Self-shaping Textiles

by: Agata Kycia and Dr. Lorenzo Guiducci

Self-shaping Textiles
Transfer of morphogenetic processes from plants to textiles

Nowadays, new digital modeling tools enable generation of complex geometries where materials are shaped by digital fabrication technologies, for example by additive manufacturing. This approach often leads to a discrepancy between the pure form and its materiality. Instead, both textile manufacturing techniques and biomaterials research have shown a multitude of physical surfaces whose three-dimensional shape results from the interplay between material properties and forces acting on them. 
Our project focuses on the creation of meter-scale surface structures by transforming 2D surfaces into 3D wrinkled structures. We are inspired by the morphogenetic processes in plant leaves, where complex three-dimensional surfaces originate from in-plane growth distributions and propose the use of 3D printing (or any other solid deposition method) on pre-stretched textiles as an alternative, material based form-finding technique. Although the formation processes are different in both cases (leaves fold due to growth process and textiles due to shrinkage), we replace growth with elasticity-inhomogeneity in the material, as the three-dimensional transformation is based on the same principle.
We deposit flexible polymeric material in the form of line bundles and discover a variety of wavy shapes that occur once the fabric tension is released.  Our work is an exploration on geometry and materiality serving as design drivers for the creation of three-dimensional textile surfaces. Indeed, these textiles exhibit a variety of optical and elastic properties promoting numerous visual and tactile sensations on the spectator. The effects of gravity or tensioning can further contribute to the complex appearance which changes drastically depending on the staging conditions such as lighting or hanging. We highlight such multifaceted character by placing these surfaces next to their bulk fully plastic 3D printed replicas. This juxtaposition is meant to provoke the visitors by challenging their perception of both models, leaving them to contrast, compare and wonder, whether there is –or maybe not- much more than shape to these textiles. 

Agata Kycia is a Berlin based architect and researcher fascinated by the potential intersections of computational design, digital fabrication and material science. She worked for several years as lead architect at HENN in Berlin and lectured at various universities such as TU Delft, Architectural Association VS, Warsaw School of Architecture, Fachhochschule Düsseldorf, Fab Lab Berlin, TU Berlin-CHORA, IaaC Barcelona and IED Madrid. Currently she’s teaching and researching at the weißensee kunsthochschule berlin and TU Berlin, where she investigates material-informed design strategies through 3D printing on textiles.

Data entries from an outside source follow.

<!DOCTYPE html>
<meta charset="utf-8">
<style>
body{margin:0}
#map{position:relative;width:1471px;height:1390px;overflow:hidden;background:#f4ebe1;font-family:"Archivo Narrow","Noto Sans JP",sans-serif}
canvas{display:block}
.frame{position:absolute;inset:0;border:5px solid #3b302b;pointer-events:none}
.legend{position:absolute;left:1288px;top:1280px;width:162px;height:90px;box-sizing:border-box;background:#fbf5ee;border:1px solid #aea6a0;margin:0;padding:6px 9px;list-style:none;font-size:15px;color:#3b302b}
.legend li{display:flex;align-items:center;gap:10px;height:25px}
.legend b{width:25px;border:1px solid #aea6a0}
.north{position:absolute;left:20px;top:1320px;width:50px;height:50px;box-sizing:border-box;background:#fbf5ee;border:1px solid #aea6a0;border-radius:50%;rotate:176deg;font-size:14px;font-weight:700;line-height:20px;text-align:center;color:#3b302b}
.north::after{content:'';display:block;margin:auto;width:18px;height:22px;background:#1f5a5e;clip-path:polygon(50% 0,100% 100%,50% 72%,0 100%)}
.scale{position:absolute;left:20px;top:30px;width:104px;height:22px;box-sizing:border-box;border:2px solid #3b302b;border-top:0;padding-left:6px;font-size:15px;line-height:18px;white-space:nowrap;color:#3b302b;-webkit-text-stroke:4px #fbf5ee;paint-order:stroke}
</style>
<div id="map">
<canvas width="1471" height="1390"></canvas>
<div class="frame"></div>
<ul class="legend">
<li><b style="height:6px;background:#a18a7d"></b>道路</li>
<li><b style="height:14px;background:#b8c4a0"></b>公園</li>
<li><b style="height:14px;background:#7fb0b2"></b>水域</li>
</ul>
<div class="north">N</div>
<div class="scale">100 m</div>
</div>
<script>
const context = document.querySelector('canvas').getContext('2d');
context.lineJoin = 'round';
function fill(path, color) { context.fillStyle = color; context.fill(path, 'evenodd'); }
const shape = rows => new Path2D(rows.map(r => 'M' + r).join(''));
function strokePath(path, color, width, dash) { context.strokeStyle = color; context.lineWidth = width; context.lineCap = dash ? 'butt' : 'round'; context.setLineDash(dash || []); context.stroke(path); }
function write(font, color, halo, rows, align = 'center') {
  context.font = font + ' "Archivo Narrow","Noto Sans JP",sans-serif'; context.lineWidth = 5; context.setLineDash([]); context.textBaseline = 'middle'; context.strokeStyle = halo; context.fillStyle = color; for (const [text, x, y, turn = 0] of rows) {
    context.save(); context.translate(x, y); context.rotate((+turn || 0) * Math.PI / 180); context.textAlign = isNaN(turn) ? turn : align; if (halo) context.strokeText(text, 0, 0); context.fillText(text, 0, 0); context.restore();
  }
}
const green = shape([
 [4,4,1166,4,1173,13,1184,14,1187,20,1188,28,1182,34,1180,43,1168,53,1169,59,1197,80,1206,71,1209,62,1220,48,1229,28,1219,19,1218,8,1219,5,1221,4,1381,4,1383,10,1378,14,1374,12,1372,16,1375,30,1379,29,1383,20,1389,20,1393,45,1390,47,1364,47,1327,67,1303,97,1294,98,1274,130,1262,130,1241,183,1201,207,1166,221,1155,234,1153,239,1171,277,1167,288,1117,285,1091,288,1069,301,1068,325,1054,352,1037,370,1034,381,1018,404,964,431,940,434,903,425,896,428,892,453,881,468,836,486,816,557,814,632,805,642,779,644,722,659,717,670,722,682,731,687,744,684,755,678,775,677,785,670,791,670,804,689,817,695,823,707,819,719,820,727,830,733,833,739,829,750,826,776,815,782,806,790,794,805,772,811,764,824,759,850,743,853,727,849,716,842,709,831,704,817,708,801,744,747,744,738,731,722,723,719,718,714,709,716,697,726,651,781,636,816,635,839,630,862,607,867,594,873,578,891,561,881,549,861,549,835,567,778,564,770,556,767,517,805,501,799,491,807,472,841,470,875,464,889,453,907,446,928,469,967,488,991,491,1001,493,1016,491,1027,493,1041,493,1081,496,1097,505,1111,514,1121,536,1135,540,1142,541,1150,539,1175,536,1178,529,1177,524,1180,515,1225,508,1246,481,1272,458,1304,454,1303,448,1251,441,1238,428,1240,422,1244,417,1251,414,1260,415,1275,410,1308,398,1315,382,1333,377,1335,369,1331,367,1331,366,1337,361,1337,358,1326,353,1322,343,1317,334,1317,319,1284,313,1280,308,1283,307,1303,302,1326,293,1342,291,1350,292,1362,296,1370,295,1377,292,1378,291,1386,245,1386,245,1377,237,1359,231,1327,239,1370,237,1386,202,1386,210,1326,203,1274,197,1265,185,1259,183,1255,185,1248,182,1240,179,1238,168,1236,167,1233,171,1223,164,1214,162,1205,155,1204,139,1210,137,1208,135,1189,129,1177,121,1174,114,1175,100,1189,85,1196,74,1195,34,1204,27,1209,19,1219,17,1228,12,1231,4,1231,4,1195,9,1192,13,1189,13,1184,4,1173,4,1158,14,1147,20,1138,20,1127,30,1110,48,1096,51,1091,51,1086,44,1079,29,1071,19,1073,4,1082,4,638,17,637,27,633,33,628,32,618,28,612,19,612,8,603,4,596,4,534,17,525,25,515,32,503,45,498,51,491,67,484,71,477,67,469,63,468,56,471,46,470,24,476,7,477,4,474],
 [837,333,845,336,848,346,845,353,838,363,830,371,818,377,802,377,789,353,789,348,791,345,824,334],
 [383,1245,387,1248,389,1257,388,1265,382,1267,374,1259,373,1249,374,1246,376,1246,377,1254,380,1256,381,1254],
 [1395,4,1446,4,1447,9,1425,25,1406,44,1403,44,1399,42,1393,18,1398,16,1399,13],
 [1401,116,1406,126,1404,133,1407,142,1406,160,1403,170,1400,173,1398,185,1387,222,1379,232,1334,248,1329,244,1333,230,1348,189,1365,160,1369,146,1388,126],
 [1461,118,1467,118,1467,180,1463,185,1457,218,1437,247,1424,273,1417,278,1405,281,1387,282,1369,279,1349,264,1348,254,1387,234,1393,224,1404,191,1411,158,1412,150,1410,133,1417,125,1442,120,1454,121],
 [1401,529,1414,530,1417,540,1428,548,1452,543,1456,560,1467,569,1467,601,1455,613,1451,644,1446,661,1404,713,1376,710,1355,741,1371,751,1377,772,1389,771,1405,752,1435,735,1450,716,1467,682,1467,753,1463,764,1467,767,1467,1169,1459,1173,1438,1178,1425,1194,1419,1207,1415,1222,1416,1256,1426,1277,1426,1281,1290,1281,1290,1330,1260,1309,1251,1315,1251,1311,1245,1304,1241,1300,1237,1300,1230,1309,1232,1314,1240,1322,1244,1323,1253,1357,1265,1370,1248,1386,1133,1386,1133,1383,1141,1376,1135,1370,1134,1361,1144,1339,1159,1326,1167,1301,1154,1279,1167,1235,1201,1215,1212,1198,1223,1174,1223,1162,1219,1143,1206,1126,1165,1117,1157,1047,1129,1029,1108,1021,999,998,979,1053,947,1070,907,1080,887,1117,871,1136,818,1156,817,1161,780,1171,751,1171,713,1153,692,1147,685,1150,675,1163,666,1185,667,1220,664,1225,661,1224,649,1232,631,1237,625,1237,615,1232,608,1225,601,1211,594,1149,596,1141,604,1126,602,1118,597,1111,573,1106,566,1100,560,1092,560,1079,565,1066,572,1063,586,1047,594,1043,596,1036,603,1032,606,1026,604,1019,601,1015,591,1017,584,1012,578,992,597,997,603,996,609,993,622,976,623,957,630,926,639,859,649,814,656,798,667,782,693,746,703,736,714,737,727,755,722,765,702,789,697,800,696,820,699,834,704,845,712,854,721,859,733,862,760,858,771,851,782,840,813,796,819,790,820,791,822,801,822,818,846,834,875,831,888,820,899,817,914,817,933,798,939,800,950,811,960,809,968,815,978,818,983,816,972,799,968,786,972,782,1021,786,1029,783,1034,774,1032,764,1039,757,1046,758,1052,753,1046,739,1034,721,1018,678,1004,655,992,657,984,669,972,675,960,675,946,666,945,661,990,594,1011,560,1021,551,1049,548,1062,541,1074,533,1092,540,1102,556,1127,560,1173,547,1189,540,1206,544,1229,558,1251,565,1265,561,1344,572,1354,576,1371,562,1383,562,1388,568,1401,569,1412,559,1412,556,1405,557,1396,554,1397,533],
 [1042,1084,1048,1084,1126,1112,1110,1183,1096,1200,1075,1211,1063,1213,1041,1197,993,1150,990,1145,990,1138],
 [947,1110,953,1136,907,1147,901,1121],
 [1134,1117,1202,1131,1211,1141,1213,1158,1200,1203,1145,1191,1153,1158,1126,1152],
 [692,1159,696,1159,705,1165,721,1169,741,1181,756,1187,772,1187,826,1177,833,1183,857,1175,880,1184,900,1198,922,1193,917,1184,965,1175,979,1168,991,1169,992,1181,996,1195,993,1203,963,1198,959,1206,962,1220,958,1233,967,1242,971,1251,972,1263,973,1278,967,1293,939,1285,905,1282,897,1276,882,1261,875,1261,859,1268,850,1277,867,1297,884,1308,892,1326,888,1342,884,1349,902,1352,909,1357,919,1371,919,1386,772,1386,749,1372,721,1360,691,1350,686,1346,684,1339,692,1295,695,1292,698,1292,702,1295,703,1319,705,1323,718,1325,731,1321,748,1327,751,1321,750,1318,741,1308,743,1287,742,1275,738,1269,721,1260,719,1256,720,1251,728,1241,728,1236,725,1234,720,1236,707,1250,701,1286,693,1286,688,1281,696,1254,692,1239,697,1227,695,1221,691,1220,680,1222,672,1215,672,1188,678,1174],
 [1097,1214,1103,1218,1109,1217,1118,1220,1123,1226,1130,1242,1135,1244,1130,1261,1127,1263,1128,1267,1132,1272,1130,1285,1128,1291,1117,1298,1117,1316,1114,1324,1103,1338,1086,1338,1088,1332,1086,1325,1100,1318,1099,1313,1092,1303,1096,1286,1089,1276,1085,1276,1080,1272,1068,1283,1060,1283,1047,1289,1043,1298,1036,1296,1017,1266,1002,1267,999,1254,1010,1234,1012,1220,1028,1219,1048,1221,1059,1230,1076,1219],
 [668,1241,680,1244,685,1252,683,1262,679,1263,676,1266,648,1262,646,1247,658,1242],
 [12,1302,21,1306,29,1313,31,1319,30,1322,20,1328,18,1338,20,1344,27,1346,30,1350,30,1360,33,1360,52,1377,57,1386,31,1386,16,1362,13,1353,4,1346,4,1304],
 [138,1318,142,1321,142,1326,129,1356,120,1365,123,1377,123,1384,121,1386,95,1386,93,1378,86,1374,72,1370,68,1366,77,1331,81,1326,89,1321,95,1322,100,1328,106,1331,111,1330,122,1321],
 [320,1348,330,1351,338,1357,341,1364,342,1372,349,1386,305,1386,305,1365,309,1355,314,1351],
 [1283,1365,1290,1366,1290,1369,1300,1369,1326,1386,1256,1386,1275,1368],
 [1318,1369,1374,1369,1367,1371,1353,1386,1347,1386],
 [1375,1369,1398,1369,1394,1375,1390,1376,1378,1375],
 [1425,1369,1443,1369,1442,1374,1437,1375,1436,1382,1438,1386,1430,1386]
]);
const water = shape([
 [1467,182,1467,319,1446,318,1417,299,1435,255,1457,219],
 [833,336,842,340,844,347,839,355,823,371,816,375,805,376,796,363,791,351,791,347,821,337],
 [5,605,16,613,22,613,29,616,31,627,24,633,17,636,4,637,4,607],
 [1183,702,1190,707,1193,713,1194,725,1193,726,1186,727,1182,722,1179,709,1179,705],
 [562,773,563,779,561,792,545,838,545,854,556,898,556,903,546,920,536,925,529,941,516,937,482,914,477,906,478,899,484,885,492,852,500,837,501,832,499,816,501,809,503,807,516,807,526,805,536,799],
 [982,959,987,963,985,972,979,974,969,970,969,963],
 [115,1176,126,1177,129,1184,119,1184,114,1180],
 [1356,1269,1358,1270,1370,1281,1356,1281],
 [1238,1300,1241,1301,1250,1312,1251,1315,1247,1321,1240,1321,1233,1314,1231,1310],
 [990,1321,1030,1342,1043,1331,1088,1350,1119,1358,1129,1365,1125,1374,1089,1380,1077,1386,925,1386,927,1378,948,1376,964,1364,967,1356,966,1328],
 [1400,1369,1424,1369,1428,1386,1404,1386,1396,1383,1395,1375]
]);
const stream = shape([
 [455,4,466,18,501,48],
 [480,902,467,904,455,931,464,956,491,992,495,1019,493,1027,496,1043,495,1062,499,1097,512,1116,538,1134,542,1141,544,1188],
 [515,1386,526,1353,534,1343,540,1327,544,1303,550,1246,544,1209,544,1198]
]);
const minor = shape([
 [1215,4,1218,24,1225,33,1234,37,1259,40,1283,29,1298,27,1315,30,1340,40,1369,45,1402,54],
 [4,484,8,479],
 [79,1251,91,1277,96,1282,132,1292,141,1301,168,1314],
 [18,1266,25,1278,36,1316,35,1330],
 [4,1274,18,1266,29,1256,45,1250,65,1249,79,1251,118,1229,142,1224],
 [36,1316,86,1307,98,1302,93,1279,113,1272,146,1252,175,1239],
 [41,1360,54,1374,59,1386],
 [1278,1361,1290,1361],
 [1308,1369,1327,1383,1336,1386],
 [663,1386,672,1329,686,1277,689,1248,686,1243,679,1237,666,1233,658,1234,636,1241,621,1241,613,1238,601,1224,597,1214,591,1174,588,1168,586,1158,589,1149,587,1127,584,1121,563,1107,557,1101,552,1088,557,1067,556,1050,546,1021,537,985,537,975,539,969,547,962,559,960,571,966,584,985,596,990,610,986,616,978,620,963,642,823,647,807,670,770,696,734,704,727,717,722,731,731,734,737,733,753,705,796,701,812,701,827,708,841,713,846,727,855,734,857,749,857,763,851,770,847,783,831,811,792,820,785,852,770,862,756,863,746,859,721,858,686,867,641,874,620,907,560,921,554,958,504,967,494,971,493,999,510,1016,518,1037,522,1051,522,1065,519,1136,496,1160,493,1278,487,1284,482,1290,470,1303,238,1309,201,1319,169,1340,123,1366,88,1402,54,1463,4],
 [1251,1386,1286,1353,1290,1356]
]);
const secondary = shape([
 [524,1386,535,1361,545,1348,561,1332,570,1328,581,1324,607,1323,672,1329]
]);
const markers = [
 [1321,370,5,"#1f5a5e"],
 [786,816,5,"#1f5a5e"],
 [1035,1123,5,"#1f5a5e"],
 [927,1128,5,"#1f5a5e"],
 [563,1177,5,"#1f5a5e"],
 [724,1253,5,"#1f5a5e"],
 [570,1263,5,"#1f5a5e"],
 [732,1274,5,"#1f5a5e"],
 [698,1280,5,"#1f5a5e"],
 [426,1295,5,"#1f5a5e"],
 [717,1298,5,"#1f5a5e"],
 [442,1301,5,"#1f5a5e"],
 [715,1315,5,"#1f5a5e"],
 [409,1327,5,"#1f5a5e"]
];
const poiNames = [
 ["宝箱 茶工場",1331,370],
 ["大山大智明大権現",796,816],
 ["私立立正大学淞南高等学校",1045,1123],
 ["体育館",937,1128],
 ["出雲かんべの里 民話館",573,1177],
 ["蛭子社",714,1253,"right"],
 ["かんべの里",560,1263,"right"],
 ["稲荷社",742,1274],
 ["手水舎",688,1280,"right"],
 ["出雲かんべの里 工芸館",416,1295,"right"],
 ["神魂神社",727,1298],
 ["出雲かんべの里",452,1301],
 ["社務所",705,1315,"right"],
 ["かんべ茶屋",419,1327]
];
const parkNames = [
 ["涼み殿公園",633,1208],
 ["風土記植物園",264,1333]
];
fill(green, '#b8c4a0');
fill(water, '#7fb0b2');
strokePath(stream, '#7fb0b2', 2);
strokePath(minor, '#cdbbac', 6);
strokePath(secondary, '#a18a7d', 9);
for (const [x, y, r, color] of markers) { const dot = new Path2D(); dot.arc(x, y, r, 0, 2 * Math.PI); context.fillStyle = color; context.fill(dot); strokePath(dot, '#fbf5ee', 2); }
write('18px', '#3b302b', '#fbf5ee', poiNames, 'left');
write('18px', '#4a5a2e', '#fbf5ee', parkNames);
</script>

Lorenzo Guiducci is a biomedical engineer, teaching and conducting research at the intersection of science, design and architecture. He obtained a PhD in Physics (Max Planck Institute for Colloids and Interfaces, University of Potsdam) for his work on the actuation principles of pressurized cellular tissues in plant seed capsules. He is currently co-leading the Material Form Function group at Matters of Activity Cluster of Excellence (Humboldt Universität zu Berlin) and further investigating shape-changing materials and mechanical metamaterials such as 3D printed textiles, auxetics and kirigami.